**WHAT IS NEEDED**: Scan the entries below for the word "fabs" and copy every line where it turns up.

******************************

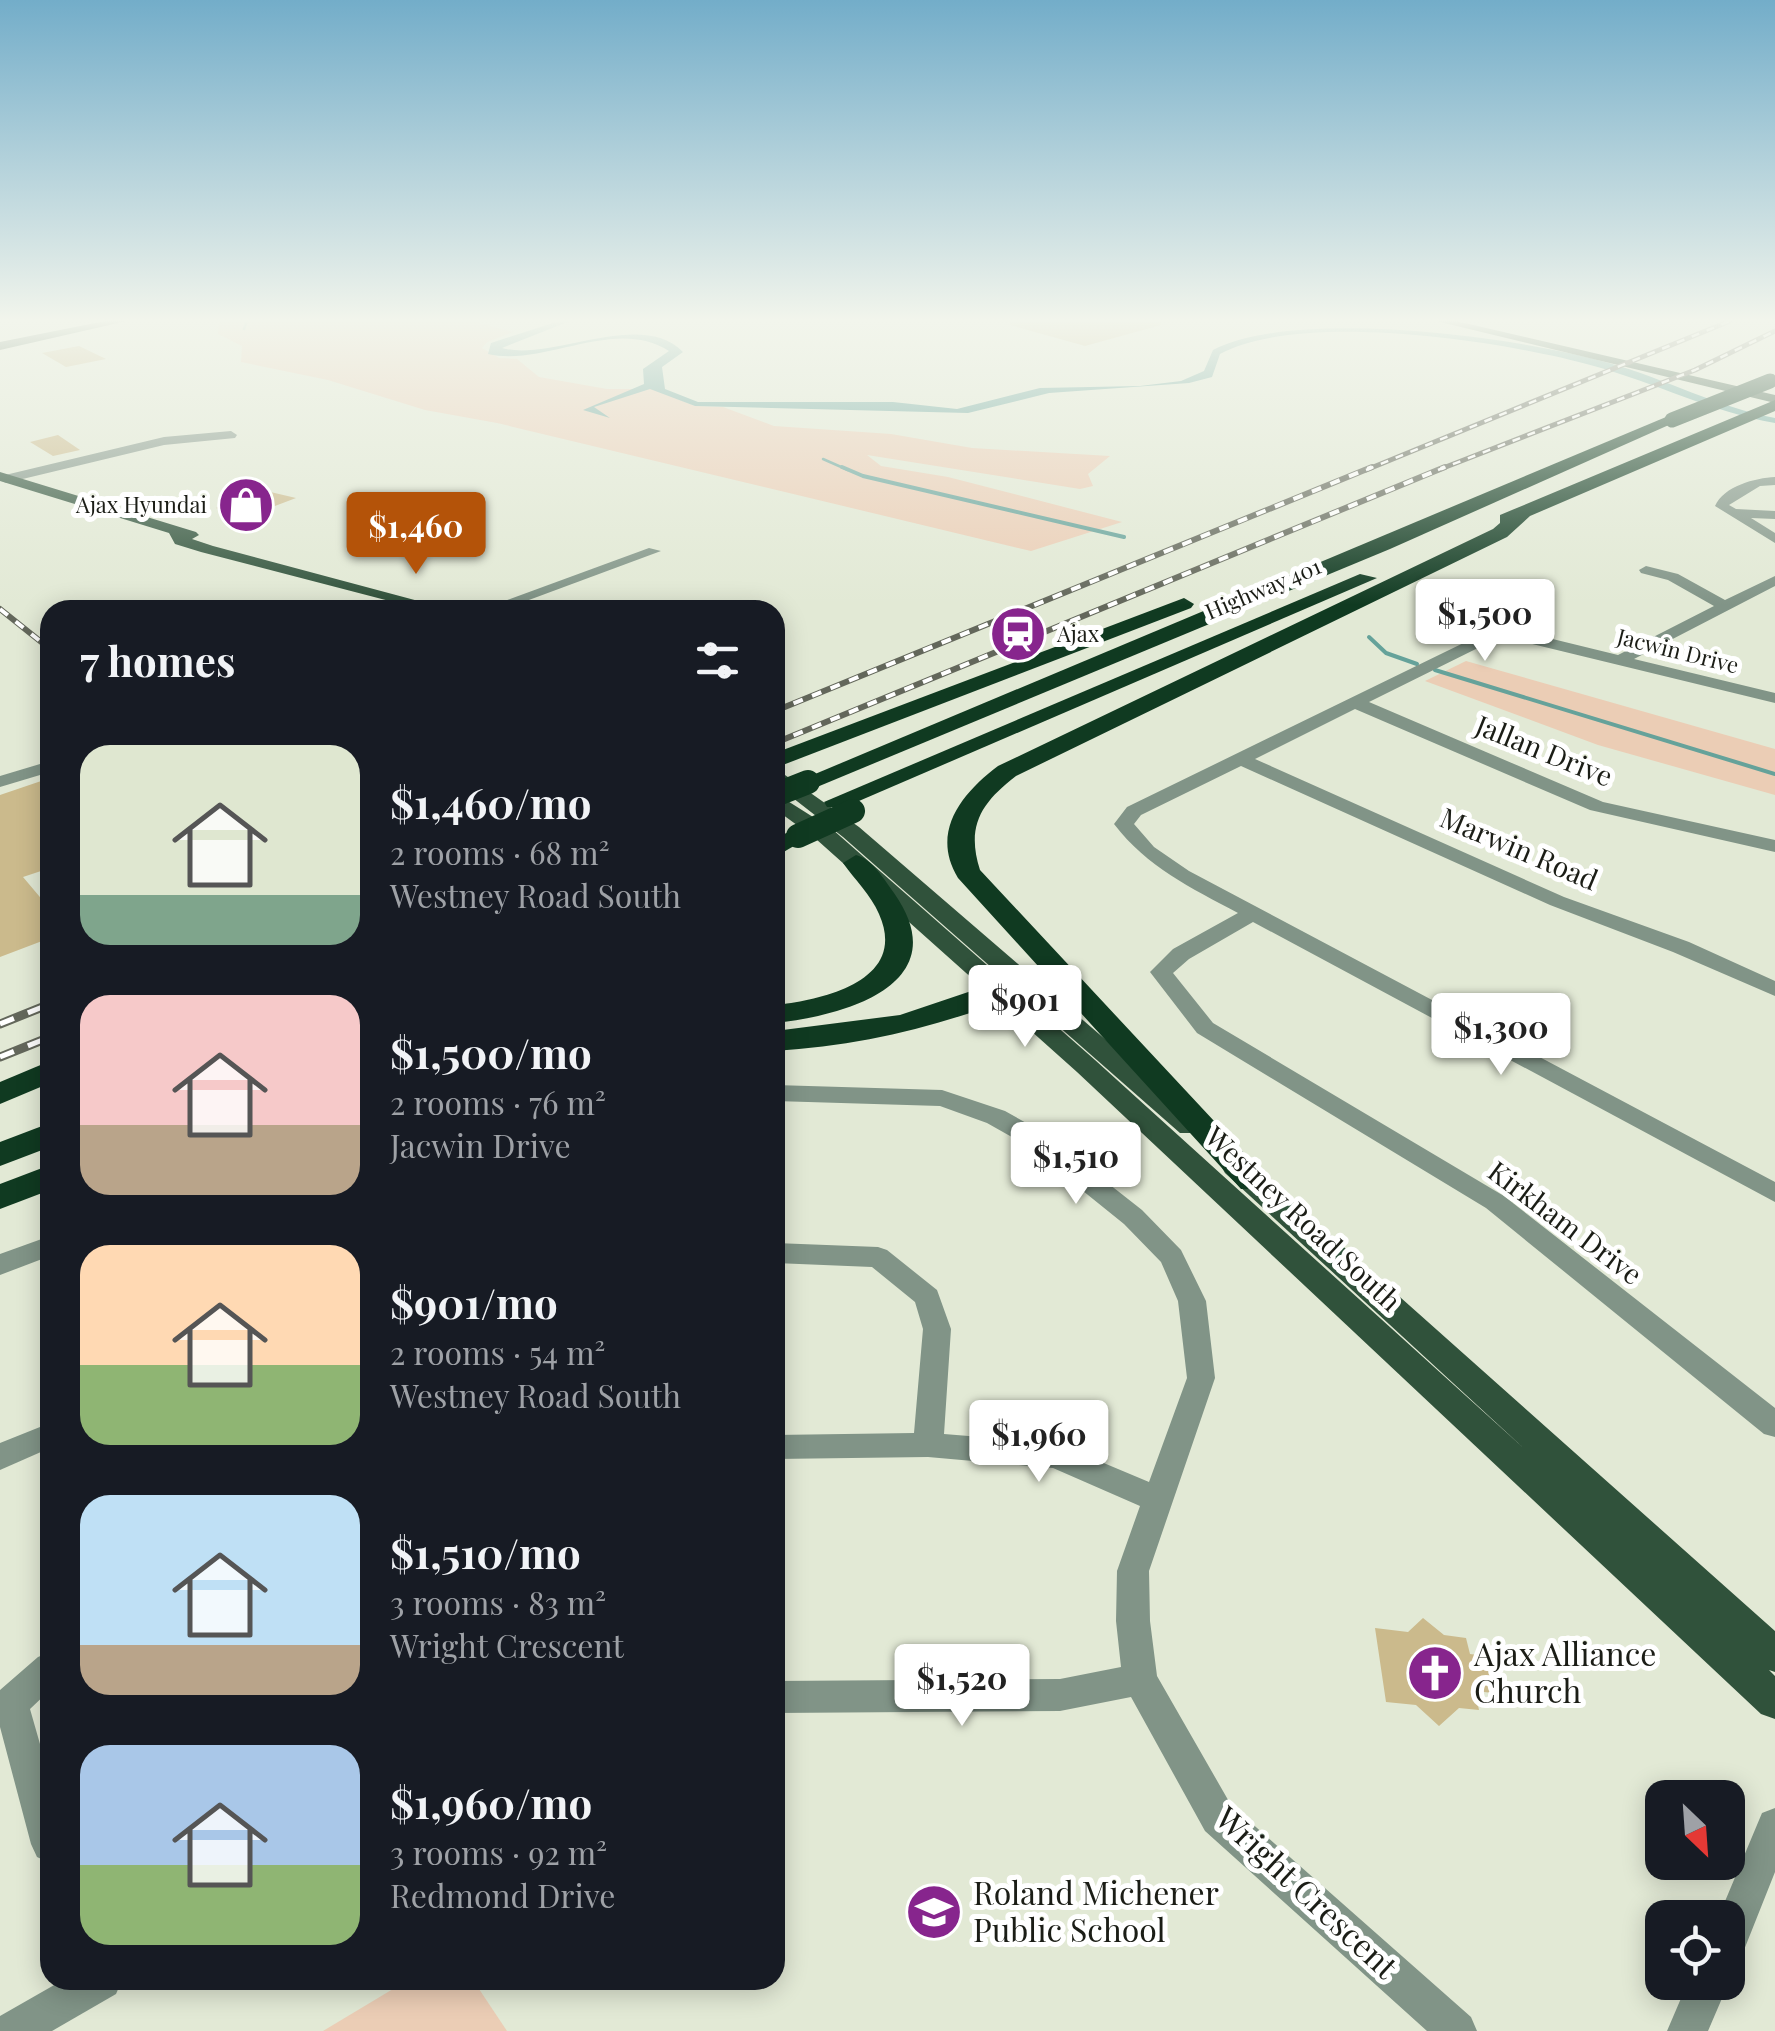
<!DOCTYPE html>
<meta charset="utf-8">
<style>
body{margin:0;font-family:"Playfair Display",serif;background:#20242c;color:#f1f3f6;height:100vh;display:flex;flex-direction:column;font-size:38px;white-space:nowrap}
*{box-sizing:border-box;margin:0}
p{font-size:32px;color:#9ea1a6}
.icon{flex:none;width:55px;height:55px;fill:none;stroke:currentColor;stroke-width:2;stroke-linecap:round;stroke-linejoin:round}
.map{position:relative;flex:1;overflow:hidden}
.drawer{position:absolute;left:40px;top:600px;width:745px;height:1390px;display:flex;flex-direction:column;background:#171b24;border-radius:30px;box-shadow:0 5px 25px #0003}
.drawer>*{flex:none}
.needle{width:65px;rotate:155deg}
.fabs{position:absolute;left:1645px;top:1780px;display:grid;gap:20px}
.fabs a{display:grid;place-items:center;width:100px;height:100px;border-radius:20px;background:#171b24;box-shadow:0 5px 25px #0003;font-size:50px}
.price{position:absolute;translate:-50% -85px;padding:0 22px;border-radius:10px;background:#fff;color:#222;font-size:32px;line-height:65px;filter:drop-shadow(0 2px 5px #0008)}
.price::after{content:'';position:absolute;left:50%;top:60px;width:30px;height:22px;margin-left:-15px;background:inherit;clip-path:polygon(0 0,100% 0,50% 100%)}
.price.on{background:#b45309;color:#fff}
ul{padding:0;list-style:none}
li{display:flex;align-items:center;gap:30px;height:250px;padding:0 40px}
li span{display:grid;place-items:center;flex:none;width:280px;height:200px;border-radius:30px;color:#555}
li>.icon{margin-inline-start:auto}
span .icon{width:120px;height:120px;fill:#fffc;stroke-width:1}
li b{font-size:42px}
h2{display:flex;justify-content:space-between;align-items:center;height:120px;padding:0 40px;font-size:42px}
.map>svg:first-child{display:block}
</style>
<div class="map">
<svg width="1775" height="2031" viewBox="0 0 1775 2031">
<rect width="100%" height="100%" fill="#e2e9d5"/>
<g fill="#ebcdb5">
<path d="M219 321H473L513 332 487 342 482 348 499 358 517 359 539 377 607 389H653L695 406 723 407 774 426 891 434 972 448 1110 456 1088 474 1093 486 1080 489 867 455 881 466 948 477 1122 522 1031 551 497 423 425 410 328 380 241 362 242 346 218 334Z"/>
<path d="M1466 661 1775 749V795L1598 745 1425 681Z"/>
<path d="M408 1980H473L507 2031H323Z"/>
</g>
<path fill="#65a29a" d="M559 321H570L502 348C551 362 641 308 683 352L662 367 665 389 698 402H893L957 409 1040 388 1140 386 1181 381 1204 371 1213 350C1296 307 1519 337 1609 363 1666 379 1717 407 1775 418V423C1711 412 1656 383 1594 366 1504 341 1302 310 1220 354L1212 377 1189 383 1049 393 968 413 695 406 650 389 594 407 610 418 583 410 644 384 643 369 669 351C615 316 545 367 488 354L491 343Z"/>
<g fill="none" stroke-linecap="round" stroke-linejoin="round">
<g stroke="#65a29a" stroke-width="2.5">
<path d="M244 329 247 321"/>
<path d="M823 459 848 470"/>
</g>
<g stroke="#65a29a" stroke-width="4">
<path d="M842 467 863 476 1124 537"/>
<path d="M1369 637 1386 653 1417 664"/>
<path d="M1435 670 1775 774"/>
</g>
</g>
<g fill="#cbba8c">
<path d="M1010 321H1160L1161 325 1085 346 1010 325Z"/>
<path d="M79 346 106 359 66 367 42 353Z"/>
<path d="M58 435 80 450 53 456 30 442Z"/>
<path d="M262 490 296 498 246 517 216 508Z"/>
<path d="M50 778V868L23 877 50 909V938L0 957V795Z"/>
<path d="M1423 1618 1444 1635 1466 1638 1470 1654 1485 1656 1493 1693 1475 1691 1479 1710 1459 1708 1439 1726 1416 1705 1386 1702 1375 1628 1408 1632Z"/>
</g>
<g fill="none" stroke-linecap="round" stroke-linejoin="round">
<g fill="#819487" fill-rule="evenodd">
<path d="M231 431 237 435 235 438 164 445 6 483 0 480 1 476 164 437Z"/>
<path d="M1775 477V485L1760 486 1729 505 1736 509 1775 511V519L1751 518 1775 533V543L1715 506C1724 486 1755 478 1775 477Z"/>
<path d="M649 548 661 551 502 610H480Z"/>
<path d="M1646 566 1678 574 1725 600 1775 576V586L1634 659 1775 693V703L1508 638 1494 640 1369 702 1603 802 1775 840V852L1590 810 1355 709 1255 759 1564 897 1689 942 1775 981V996L1673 952 1550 905 1241 766 1141 815 1134 824 1154 847 1189 871 1775 1182V1202L1253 922 1189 959 1173 973 1213 1023 1504 1196 1775 1408V1437L1764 1434 1486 1208 1197 1033 1150 972 1173 949 1238 913C1191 888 1147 867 1114 824L1127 807 1484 633 1508 628 1618 655 1714 606 1668 580 1641 573 1639 570Z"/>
<path d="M50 761V772L0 787V776Z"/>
<path d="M775 1085 942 1090 1005 1111 1044 1133 1142 1210 1181 1250 1206 1301 1215 1378 1149 1571 1150 1621 1157 1676 1231 1805 1471 2017 1477 2031H1427L1205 1831 1131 1697 1060 1711 775 1713V1681L1060 1679 1121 1667 1116 1621 1117 1571 1140 1506 1053 1468 928 1457 775 1459V1435L914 1433 923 1329 915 1302 872 1267 775 1263V1243L878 1247 887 1250 937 1290 951 1329 944 1434 1056 1443 1149 1482 1187 1378 1178 1301 1161 1262 1124 1224 1026 1145 987 1123 940 1106 775 1101Z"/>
<path d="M50 1236V1256L0 1275V1254Z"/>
<path d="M50 1423V1448L0 1470V1443Z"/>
<path d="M50 1652V1690L30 1709 50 1779V1863L37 1857 31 1844 0 1727V1690L38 1657Z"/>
<path d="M1775 1808V1872L1742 1955 1728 1961V1918H1718L1762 1813Z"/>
<path d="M1728 1979 1729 1982 1708 2031H1667L1688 1982H1728Z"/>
<path d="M63 1980H122L116 1994 52 2031H0V2016Z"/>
</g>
<g fill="#30523b" fill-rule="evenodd">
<path d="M105 321H127L0 350V342Z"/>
<path d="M1436 321H1456L1775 395V403Z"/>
<path d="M0 472 196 532 199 535 192 539 213 546 452 610H424L201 552 175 544 169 533 0 481Z"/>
<path d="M775 768 859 827 1200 1121 1204 1127 1200 1133H1180L843 837 775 784Z"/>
<path d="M775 793 832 829 1095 1060 1529 1453 1225 1173 1221 1166 1225 1159H1245L1775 1631V1672L1769 1670 1775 1676V1719L1761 1714 1077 1072 816 839 775 809Z"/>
</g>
<g fill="#103a21" fill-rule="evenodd">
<path d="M1775 400V411L1530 516 1507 537 1016 776C981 803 966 826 980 870L1270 1181 1265 1189H1241L958 878C930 832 962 793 998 766L1493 529 1500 523V515Z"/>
<path d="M1666 417 1680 420 1390 549 817 787H799L796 782Z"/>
<path d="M1360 574 1377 578 845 807H827L824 802Z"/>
<path d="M1184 598 1194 604 1191 608 775 768V753Z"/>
<path d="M798 828 807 831 811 836 775 857V838Z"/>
<path d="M856 855C872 859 884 879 894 893 958 984 845 1016 775 1023V1005C822 1000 909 981 879 914 871 895 855 880 843 863Z"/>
<path d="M1022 974 1032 977 1037 983 1032 989C949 1025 865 1045 775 1051V1031L900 1015Z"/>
<path d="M50 1061V1083L0 1104V1082Z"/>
<path d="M50 1123V1147L0 1166V1142Z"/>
<path d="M50 1165V1190L0 1209V1184Z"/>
</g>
<g stroke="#63675b" stroke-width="5">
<g id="rail-far2">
<path d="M1366 470 1730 321"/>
<path d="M1438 470 1695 370 1775 331"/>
</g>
</g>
<g stroke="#63675b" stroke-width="6">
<g id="rail-far1">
<path d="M0 609 50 649"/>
<path d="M775 711 1372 467"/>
<path d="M775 743 1445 467"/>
</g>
</g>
<g stroke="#63675b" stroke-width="9">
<g id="rail">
<path d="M0 1024 50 1004"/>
<path d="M0 1057 50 1037"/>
</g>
</g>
<use href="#rail-far2" stroke="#fff" stroke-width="2.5" stroke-dasharray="8" stroke-linecap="butt"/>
<use href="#rail-far1" stroke="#fff" stroke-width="4" stroke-dasharray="10" stroke-linecap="butt"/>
<use href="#rail" stroke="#fff" stroke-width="5" stroke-dasharray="15" stroke-linecap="butt"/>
<path stroke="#103a21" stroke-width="15" d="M1672 420 1770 381"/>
<g stroke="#103a21" stroke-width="24">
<path d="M775 795 808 782"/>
<path d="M798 836 853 811"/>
</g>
</g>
<linearGradient id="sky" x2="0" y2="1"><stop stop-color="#73adc9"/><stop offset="0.53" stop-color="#f2f5ec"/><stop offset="1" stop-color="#f2f5ec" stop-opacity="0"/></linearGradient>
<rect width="1775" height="605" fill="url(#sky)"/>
<defs>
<g id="shop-disc" transform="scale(2.875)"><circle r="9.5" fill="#87258d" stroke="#fff"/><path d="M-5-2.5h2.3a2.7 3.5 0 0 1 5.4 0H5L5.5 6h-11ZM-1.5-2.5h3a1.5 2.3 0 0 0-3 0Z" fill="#fff"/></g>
<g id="station-disc" transform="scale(2.875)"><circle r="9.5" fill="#87258d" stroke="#fff"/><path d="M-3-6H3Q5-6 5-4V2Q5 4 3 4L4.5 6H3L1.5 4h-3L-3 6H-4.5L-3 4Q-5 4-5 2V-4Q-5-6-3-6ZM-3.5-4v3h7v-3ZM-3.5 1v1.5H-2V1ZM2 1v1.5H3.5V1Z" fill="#fff"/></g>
<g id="church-disc" transform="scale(2.875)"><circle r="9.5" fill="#87258d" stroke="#fff"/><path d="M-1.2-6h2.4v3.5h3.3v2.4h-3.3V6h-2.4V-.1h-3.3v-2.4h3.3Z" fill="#fff"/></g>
<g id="school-disc" transform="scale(2.875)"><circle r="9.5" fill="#87258d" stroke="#fff"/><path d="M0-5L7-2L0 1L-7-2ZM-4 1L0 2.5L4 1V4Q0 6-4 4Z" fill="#fff"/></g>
</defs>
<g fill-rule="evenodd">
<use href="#shop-disc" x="246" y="505"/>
<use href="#station-disc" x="1018" y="634"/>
<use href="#church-disc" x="1435" y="1673"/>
<use href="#school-disc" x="934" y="1912"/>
</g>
<g text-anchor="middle" stroke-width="10" stroke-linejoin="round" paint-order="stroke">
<g font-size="22" fill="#1b1d16" stroke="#fff" text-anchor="end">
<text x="207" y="513">Ajax Hyundai</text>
<text x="1057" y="642" text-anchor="start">Ajax</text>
</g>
<g font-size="22" fill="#1b1d16" stroke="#fff">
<text transform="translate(1263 589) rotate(-23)" y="8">Highway 401</text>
<text transform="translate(1678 651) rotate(14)" y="8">Jacwin Drive</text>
</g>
<g font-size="28" fill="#1b1d16" stroke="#fff">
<text transform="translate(1544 751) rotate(22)" y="10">Jallan Drive</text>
<text transform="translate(1519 849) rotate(23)" y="10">Marwin Road</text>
<text transform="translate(1303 1219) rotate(43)" y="10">Westney Road South</text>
<text transform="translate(1565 1223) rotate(37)" y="10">Kirkham Drive</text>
</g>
<g font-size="32" fill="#1b1d16" stroke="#fff" text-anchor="start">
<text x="1474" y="1666">Ajax Alliance<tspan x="1474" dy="37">Church</tspan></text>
<text x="973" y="1905">Roland Michener<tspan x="973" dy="37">Public School</tspan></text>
</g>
<g font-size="32" fill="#1b1d16" stroke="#fff">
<text transform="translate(1306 1893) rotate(43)" y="11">Wright Crescent</text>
</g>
</g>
</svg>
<div class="fabs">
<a><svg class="needle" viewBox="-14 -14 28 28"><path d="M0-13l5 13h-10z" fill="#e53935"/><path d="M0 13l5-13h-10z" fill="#9ea1a6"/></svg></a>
<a><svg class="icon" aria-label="locate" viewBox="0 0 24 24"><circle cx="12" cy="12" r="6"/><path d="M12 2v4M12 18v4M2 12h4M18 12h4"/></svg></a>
</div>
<b class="price on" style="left:416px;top:577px">$1,460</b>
<b class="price" style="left:1485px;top:664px">$1,500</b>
<b class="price" style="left:1025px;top:1050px">$901</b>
<b class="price" style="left:1501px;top:1078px">$1,300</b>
<b class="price" style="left:1076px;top:1207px">$1,510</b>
<b class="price" style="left:1039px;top:1485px">$1,960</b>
<b class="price" style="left:962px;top:1729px">$1,520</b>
<section class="drawer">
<h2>7 homes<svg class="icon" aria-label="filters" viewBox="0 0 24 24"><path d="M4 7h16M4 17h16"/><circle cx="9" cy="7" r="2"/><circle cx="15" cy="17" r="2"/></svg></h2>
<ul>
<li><span style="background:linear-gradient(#dfe7d0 75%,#7fa58c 0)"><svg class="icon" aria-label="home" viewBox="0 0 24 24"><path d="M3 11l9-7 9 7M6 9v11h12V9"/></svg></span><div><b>$1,460/mo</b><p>2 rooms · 68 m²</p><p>Westney Road South</p></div></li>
<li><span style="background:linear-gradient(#f6c9c9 65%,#b9a48a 0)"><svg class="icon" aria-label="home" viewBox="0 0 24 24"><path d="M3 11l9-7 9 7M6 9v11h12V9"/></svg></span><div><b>$1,500/mo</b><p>2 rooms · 76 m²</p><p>Jacwin Drive</p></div></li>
<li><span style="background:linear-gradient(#ffd9b3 60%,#8fb573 0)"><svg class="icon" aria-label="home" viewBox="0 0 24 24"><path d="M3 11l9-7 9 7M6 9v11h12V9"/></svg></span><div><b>$901/mo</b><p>2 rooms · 54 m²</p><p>Westney Road South</p></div></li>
<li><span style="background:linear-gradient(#bfe0f5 75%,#b9a48a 0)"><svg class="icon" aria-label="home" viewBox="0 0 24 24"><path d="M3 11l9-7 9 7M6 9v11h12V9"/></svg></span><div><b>$1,510/mo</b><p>3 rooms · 83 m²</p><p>Wright Crescent</p></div></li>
<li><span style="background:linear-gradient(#a9c7e8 60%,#8fb573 0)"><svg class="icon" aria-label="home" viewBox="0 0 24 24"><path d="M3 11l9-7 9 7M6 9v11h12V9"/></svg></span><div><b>$1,960/mo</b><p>3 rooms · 92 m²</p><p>Redmond Drive</p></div></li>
</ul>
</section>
</div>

******************************

**COMPLETED TASK**:
.fabs{position:absolute;left:1645px;top:1780px;display:grid;gap:20px}
.fabs a{display:grid;place-items:center;width:100px;height:100px;border-radius:20px;background:#171b24;box-shadow:0 5px 25px #0003;font-size:50px}
<div class="fabs">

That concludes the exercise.